__Exercise__
Tally every line below where "middle" appears, then report the total alone.

(Saved entries)
---

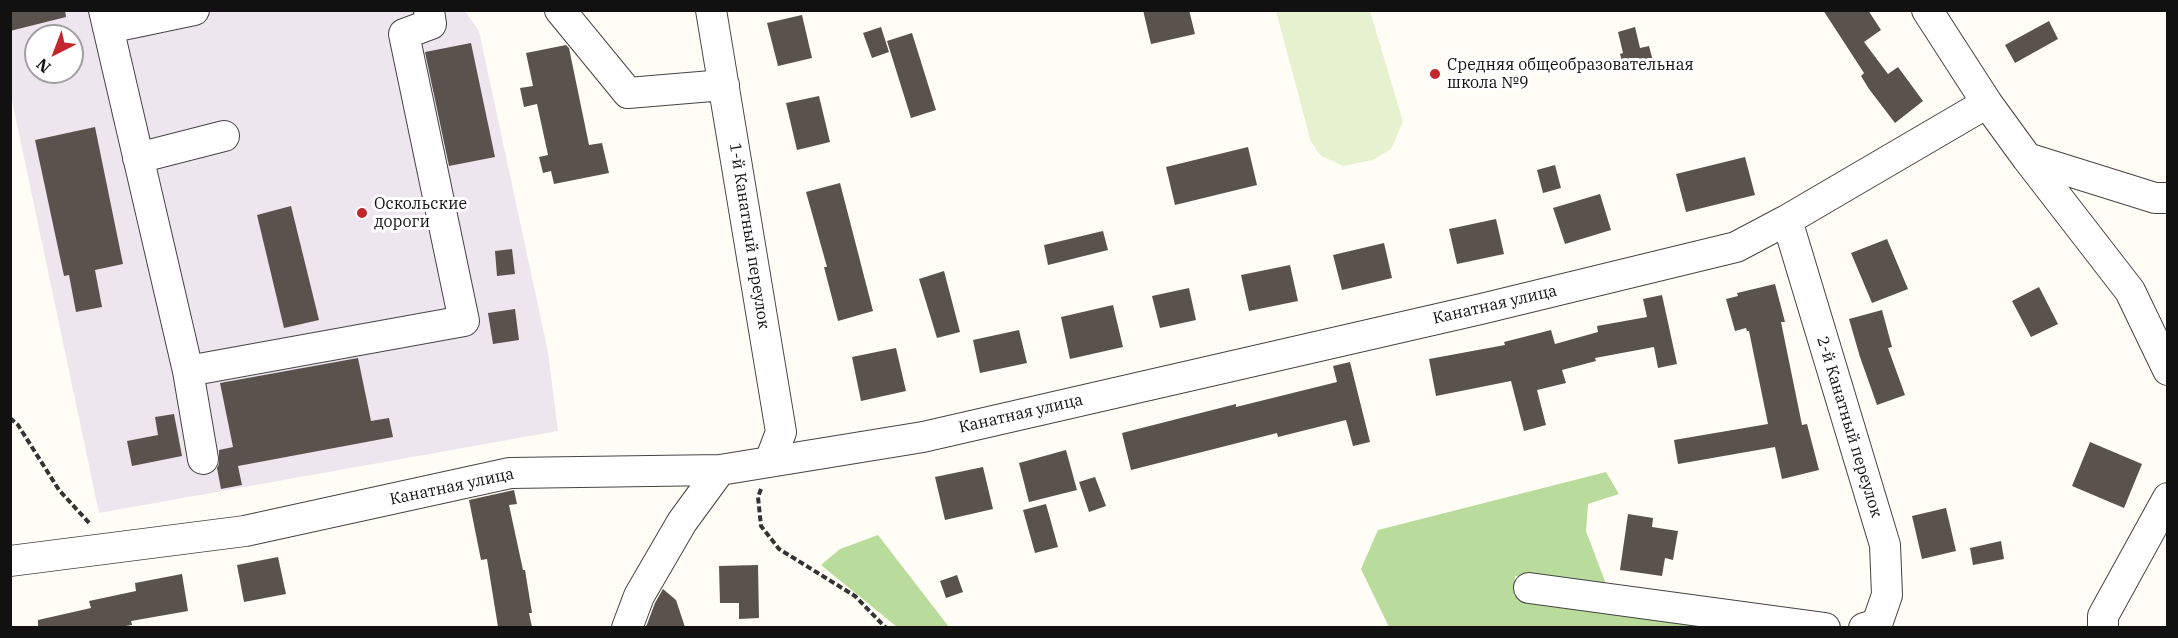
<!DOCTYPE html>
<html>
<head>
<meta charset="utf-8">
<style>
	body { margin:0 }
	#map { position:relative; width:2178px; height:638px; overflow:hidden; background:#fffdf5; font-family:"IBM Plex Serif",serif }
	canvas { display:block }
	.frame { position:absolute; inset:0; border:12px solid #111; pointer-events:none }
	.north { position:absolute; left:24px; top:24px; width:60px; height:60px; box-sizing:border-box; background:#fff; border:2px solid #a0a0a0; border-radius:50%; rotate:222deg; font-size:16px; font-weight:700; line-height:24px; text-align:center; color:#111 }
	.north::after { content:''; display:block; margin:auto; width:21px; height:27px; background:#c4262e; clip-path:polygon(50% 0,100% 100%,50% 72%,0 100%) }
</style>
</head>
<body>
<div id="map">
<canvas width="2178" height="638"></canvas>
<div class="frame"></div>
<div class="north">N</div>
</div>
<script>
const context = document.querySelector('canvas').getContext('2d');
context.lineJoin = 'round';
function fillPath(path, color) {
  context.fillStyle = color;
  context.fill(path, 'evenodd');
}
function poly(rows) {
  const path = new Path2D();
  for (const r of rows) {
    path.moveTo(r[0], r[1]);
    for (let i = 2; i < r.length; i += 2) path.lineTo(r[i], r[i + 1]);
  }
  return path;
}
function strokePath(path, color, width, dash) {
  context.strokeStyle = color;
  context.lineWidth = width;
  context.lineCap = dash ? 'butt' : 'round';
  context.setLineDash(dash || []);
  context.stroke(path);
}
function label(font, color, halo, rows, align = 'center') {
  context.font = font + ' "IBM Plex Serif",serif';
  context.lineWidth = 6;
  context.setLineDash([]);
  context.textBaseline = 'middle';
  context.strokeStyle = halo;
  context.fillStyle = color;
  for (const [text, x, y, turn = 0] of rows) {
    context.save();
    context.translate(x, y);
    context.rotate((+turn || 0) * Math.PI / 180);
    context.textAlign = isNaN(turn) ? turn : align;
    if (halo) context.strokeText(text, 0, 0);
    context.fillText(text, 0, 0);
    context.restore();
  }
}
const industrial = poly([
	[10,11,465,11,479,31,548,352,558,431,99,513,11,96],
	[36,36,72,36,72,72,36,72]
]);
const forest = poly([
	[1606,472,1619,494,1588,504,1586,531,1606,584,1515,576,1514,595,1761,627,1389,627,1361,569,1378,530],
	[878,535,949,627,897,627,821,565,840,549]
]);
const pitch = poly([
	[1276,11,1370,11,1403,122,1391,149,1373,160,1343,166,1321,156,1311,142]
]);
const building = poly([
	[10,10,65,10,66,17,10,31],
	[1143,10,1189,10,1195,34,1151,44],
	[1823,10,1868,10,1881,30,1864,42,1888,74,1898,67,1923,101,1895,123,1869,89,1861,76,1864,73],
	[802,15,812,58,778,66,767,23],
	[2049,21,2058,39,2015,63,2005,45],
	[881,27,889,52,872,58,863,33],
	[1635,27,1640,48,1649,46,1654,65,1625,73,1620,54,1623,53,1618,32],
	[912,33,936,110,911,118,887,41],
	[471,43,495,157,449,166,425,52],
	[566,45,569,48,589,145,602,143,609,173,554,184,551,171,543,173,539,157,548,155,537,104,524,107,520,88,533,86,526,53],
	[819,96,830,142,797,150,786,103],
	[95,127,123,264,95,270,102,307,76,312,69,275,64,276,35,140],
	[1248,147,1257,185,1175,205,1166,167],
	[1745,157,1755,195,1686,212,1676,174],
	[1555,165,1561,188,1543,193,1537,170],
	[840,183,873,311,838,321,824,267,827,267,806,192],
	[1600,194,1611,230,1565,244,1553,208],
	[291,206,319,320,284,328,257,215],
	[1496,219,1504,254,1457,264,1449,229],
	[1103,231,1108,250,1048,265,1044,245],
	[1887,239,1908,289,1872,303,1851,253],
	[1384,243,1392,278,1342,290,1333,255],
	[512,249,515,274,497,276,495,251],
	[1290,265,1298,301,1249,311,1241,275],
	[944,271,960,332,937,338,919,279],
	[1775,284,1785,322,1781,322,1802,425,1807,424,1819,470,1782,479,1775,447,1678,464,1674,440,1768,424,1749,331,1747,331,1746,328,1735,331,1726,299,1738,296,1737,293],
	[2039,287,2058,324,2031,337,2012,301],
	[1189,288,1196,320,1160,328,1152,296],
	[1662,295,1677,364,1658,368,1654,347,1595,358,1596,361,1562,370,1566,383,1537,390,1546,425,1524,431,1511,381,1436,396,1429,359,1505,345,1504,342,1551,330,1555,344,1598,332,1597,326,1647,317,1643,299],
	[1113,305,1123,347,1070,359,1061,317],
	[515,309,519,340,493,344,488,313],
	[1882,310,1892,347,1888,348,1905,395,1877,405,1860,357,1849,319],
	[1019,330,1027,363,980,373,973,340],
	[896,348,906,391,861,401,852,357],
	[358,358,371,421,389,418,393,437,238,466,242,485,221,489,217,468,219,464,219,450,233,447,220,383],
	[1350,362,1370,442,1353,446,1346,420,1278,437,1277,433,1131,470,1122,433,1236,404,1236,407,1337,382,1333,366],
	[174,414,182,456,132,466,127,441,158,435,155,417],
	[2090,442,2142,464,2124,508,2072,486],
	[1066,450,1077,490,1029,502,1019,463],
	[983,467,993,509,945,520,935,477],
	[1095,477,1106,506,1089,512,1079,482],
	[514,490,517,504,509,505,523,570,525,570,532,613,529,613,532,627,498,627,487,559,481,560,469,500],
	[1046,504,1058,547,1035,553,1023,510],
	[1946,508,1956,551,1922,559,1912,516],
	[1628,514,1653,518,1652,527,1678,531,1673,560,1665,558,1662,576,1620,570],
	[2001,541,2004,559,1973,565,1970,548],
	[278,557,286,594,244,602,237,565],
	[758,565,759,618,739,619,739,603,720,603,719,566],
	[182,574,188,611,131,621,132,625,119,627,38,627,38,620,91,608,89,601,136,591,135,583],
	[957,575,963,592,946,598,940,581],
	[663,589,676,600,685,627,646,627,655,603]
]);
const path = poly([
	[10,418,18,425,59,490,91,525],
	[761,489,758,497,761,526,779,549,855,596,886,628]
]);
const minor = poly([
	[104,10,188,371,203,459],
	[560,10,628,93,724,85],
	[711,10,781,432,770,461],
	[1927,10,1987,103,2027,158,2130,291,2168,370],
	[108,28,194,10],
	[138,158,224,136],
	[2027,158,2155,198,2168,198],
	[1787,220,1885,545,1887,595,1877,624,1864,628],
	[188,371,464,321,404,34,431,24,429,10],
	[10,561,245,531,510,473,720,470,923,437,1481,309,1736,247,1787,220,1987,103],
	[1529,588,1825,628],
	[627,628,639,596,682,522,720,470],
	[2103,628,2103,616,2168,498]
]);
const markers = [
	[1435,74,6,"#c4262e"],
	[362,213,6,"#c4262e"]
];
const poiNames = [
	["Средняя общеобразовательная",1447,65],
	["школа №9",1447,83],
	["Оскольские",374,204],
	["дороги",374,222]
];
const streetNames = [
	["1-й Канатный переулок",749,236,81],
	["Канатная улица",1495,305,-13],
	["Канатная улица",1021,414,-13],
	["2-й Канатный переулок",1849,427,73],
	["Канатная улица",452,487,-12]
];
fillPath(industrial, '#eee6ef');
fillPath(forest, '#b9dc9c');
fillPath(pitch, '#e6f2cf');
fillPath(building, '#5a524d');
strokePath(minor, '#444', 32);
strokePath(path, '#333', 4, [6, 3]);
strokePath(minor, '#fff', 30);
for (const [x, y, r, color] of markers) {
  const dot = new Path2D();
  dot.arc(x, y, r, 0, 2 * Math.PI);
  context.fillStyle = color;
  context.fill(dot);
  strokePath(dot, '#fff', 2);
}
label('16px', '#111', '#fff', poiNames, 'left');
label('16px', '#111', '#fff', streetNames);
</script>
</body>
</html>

---

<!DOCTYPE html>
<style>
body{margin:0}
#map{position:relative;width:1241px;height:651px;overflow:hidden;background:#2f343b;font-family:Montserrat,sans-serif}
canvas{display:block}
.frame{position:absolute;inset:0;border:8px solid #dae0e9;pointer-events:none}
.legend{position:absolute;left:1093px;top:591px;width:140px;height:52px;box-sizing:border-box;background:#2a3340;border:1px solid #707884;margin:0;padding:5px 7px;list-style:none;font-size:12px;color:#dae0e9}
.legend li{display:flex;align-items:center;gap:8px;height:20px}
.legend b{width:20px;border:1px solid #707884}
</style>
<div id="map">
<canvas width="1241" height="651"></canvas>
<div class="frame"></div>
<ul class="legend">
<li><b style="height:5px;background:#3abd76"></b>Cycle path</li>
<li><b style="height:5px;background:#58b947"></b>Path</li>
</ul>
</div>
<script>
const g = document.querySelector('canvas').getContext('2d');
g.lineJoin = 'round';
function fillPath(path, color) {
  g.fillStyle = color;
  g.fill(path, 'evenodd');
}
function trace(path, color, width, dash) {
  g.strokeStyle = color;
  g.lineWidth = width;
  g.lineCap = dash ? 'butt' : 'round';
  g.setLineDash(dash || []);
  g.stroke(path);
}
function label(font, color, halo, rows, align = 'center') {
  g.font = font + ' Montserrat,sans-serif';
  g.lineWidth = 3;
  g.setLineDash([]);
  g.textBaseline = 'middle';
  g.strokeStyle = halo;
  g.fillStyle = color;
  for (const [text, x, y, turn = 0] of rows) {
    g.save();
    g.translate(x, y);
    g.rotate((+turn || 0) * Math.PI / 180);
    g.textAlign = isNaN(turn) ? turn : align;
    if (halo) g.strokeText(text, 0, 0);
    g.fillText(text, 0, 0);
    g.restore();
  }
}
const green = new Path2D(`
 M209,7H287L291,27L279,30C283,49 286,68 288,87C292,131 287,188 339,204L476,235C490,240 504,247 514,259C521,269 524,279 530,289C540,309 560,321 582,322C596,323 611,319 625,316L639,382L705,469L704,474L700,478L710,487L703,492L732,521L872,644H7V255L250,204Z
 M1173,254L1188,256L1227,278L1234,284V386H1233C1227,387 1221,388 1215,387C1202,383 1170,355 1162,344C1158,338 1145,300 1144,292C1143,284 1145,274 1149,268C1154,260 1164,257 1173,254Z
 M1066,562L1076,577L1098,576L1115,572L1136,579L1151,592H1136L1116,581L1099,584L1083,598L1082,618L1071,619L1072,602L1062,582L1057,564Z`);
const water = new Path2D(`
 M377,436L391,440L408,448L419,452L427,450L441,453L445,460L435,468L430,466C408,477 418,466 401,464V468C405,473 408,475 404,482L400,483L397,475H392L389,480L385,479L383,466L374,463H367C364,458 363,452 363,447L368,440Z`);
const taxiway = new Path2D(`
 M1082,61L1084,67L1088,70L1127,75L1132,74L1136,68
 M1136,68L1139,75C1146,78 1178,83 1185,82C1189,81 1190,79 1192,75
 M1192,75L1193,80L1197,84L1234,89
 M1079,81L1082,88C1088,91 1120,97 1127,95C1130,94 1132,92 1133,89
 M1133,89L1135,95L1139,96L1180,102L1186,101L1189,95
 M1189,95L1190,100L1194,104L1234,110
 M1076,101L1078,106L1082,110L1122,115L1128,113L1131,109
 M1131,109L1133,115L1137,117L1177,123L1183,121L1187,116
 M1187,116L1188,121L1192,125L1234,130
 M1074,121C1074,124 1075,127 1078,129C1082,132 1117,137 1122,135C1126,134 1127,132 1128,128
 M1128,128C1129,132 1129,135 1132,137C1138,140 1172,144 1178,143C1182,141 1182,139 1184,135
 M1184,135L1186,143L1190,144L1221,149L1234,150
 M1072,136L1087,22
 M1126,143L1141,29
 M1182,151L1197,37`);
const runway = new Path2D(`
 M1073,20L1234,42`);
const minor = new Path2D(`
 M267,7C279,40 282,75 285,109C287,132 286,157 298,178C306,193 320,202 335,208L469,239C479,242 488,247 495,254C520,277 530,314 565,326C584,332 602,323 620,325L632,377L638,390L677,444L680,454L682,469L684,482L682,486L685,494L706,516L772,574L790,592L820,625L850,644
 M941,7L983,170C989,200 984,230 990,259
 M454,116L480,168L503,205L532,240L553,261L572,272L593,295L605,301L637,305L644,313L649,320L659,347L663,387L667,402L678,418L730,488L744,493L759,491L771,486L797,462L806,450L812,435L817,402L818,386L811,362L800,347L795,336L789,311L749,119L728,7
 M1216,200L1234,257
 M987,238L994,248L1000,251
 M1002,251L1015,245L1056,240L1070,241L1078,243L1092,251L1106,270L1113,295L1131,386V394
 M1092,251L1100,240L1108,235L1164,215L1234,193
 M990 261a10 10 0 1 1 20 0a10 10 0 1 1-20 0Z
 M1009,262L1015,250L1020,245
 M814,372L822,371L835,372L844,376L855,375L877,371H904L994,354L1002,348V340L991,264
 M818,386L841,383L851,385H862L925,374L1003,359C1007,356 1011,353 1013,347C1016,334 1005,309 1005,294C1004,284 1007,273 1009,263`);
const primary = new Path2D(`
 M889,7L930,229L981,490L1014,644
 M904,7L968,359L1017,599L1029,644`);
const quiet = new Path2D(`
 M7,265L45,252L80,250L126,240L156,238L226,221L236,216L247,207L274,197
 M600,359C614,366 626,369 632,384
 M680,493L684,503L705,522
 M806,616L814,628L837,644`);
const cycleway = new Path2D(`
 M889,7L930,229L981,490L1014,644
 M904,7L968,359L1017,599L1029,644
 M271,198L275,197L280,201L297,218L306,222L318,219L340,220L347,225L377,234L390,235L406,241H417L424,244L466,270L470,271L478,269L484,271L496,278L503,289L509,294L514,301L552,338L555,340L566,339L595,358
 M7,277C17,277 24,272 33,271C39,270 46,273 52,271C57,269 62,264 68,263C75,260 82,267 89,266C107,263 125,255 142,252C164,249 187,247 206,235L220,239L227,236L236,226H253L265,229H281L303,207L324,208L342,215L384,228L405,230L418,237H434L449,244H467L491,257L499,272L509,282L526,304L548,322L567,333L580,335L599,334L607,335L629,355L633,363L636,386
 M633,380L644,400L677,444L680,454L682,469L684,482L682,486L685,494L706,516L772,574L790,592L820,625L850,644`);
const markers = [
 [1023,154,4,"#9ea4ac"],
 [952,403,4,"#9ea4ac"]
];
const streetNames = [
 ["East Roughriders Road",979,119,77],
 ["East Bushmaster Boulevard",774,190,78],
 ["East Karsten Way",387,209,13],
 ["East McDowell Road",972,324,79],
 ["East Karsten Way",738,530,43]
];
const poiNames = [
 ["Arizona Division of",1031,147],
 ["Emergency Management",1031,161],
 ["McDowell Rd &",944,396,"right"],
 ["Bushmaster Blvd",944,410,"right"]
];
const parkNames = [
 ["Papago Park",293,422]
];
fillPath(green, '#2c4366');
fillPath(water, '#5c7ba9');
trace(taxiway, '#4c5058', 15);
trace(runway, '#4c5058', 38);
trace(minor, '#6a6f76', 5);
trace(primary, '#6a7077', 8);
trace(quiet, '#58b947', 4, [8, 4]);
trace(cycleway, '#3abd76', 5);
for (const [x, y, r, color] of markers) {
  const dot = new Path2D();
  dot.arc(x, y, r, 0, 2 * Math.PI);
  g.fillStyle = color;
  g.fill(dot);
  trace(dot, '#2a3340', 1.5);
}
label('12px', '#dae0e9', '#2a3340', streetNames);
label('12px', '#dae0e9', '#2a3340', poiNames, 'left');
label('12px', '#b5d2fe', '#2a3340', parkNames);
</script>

---

__Exercise response__
2